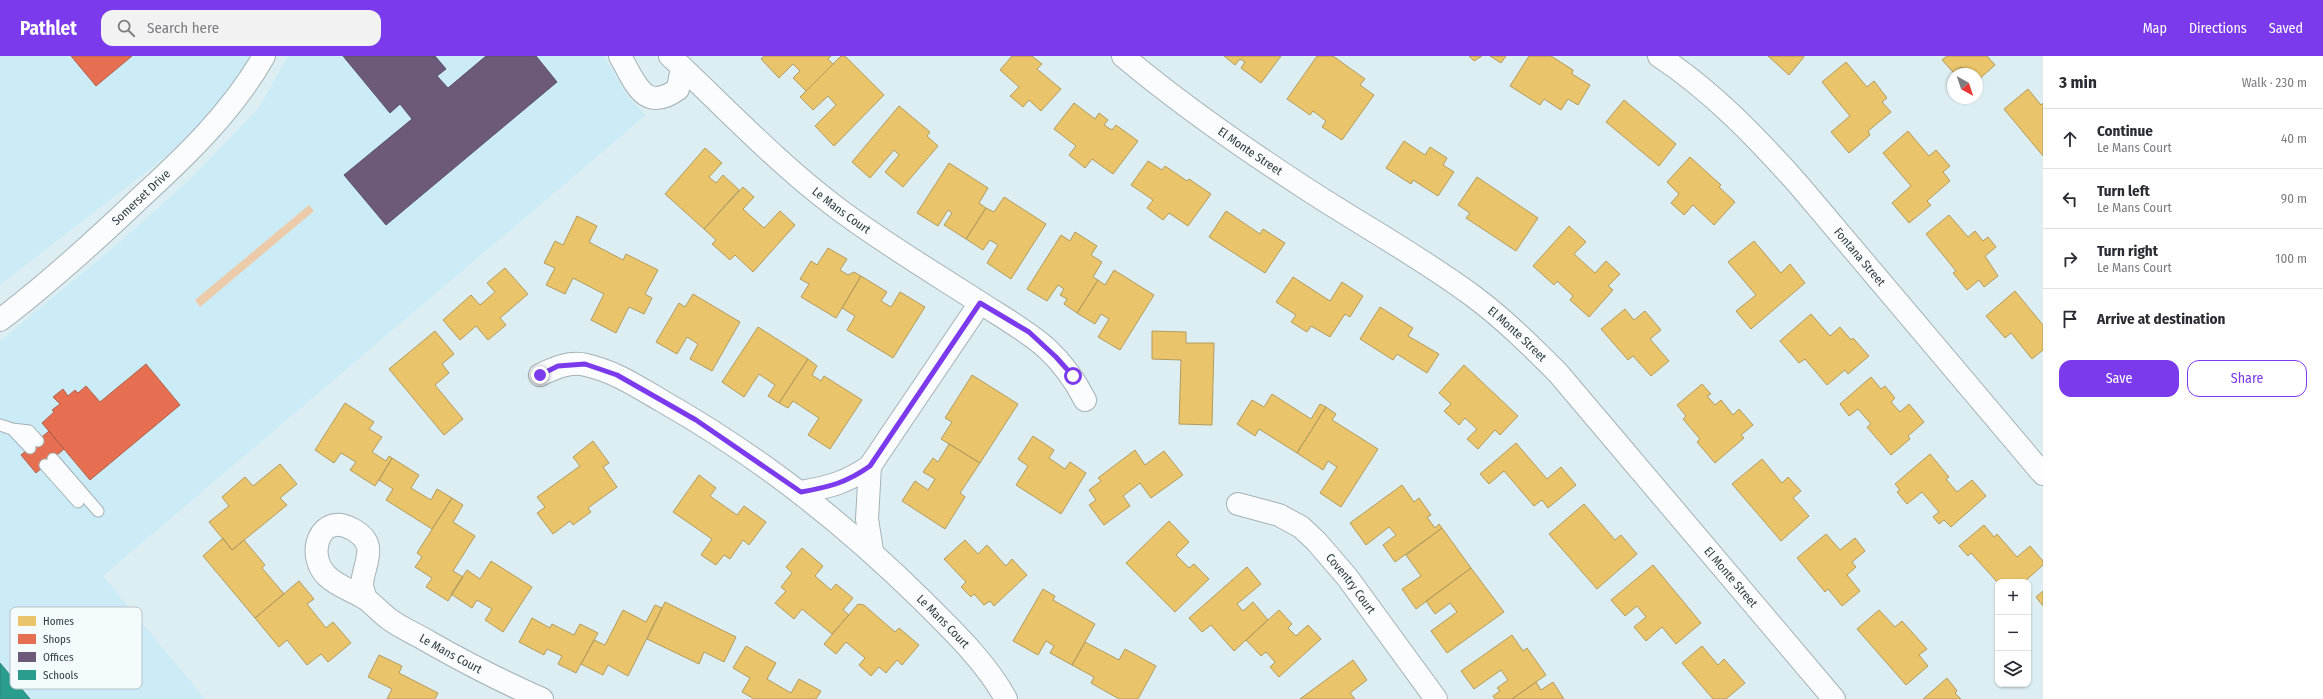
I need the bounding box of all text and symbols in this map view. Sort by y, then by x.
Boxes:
search box [101,10,381,46]
text: Pathlet [20,17,77,40]
icon: search [115,17,137,39]
text: Search here [147,19,219,37]
text: Map [2143,20,2167,37]
text: Directions [2189,20,2247,37]
text: Saved [2269,20,2303,37]
north arrow [1947,68,1983,104]
text: 3 min [2059,72,2097,93]
text: Walk · 230 m [2242,75,2307,90]
text: Continue [2097,122,2153,140]
street label: El Monte Street [1215,124,1285,178]
icon: ahead [2059,128,2081,150]
text: 40 m [2281,131,2307,146]
text: Le Mans Court [2097,140,2172,155]
street label: Somerset Drive [109,167,173,228]
text: Turn left [2097,182,2150,200]
street label: Le Mans Court [809,184,873,237]
icon: left [2059,188,2081,210]
text: 90 m [2281,191,2307,206]
text: Le Mans Court [2097,200,2172,215]
street label: Fontana Street [1831,225,1888,289]
text: Turn right [2097,242,2158,260]
icon: right [2059,248,2081,270]
text: 100 m [2275,251,2307,266]
text: Le Mans Court [2097,260,2172,275]
street label: El Monte Street [1485,303,1549,365]
icon: arrive [2059,308,2081,330]
text: Arrive at destination [2097,310,2225,328]
button: Save [2059,360,2179,397]
button: Share [2187,360,2307,397]
route end [531,366,549,384]
route start [1064,367,1082,385]
street label: El Monte Street [1701,544,1760,610]
street label: Coventry Court [1323,551,1378,617]
map controls [1995,579,2031,687]
button: + [1995,579,2031,615]
street label: Le Mans Court [914,592,972,651]
legend [10,607,142,689]
text: Homes [43,615,74,628]
button: − [1995,615,2031,651]
street label: Le Mans Court [417,631,484,676]
text: Shops [43,633,71,646]
text: Offices [43,651,74,664]
button: layers [1995,651,2031,687]
text: Schools [43,669,78,682]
────
◆ WHAT IS NEEDED ◆
Go through the listing, find each line with the word "Mans", and copy it.

◆ PROBLEM SOLUTION ◆
text: Le Mans Court [2097,140,2172,155]
street label: Le Mans Court [809,184,873,237]
text: Le Mans Court [2097,200,2172,215]
text: Le Mans Court [2097,260,2172,275]
street label: Le Mans Court [914,592,972,651]
street label: Le Mans Court [417,631,484,676]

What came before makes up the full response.